The supremacy of the proletariat will cause them to vanish still
faster. United action of the leading civilized countries at least is one of the first
conditions for the emancipation of the proletariat.
In proportion as the exploitation of one individual by another will
also be put an end to, the exploitation of one nation by another will also be put an end
to. In proportion as the antagonism between classes within the nation vanishes, the
hostility of one nation to another will come to an end.
The charges against communism made from a religious, a philosophical
and, generally, from an ideological standpoint, are not deserving of serious examination.

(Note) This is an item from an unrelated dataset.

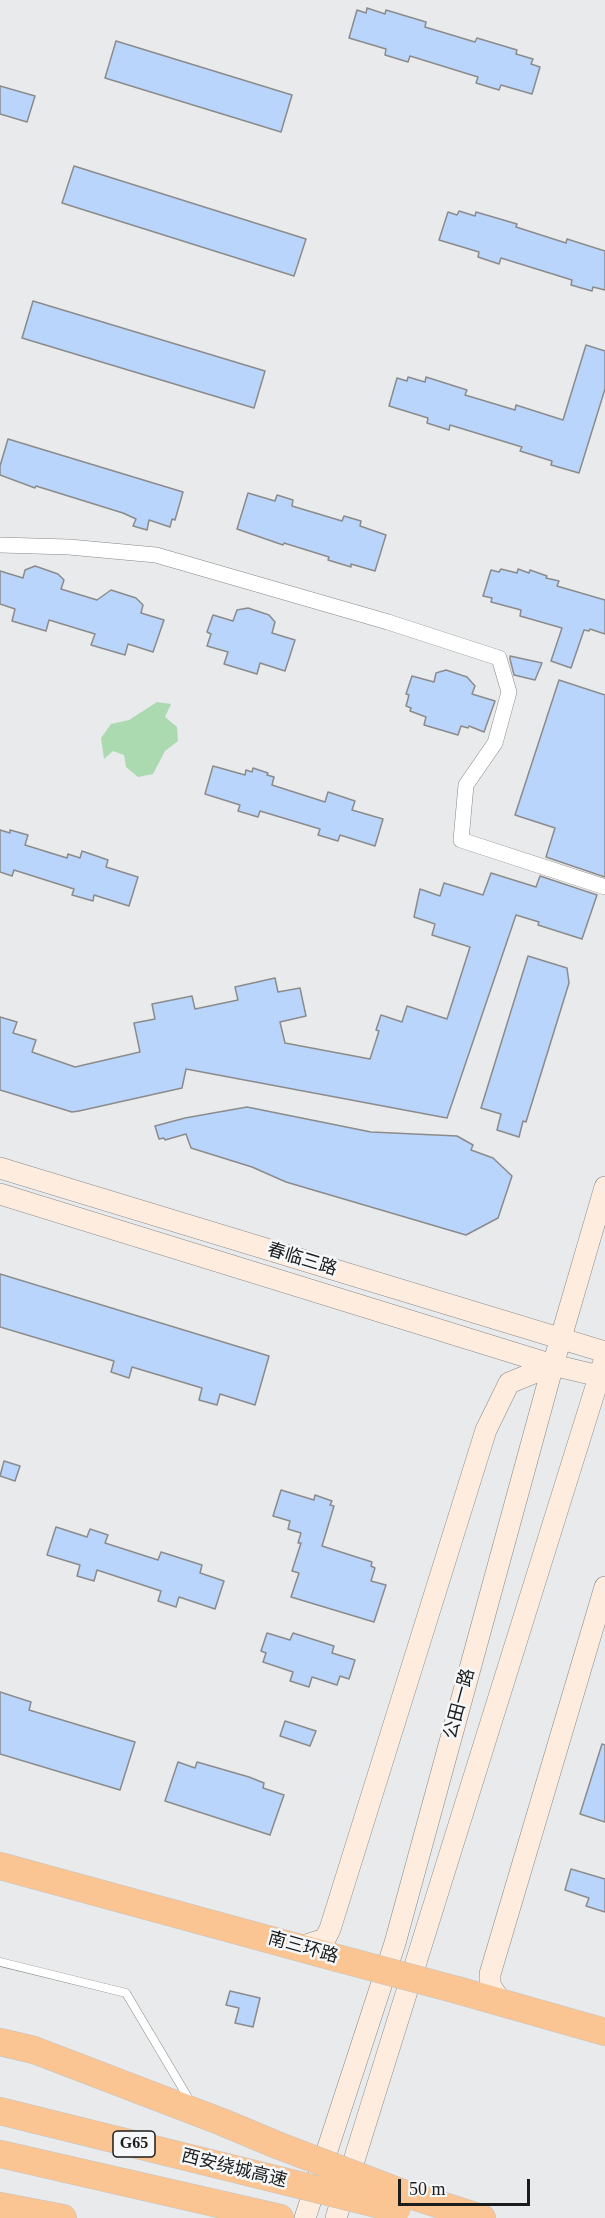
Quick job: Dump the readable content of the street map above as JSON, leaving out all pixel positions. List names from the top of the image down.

Does it require deep intuition to comprehend that man's ideas, views,
and conception, in one word, man's consciousness, changes with every change in the
conditions of his material existence, in his social relations and in his social life?
What else does the history of ideas prove, than that intellectual
production changes its character in proportion as material production is changed? The
ruling ideas of each age have ever been the ideas of its ruling class.
When people speak of the ideas that revolutionize society, they do but
express that fact that within the old society the elements of a new one have been created,
and that the dissolution of the old ideas keeps even pace with the dissolution of the old
conditions of existence.
When the ancient world was in its last throes, the ancient religions
were overcome by Christianity. When Christian ideas succumbed in the eighteenth century to
rationalist ideas, feudal society fought its death battle with the then revolutionary
bourgeoisie. The ideas of religious liberty and freedom of conscience merely gave
expression to the sway of free competition within the domain of knowledge.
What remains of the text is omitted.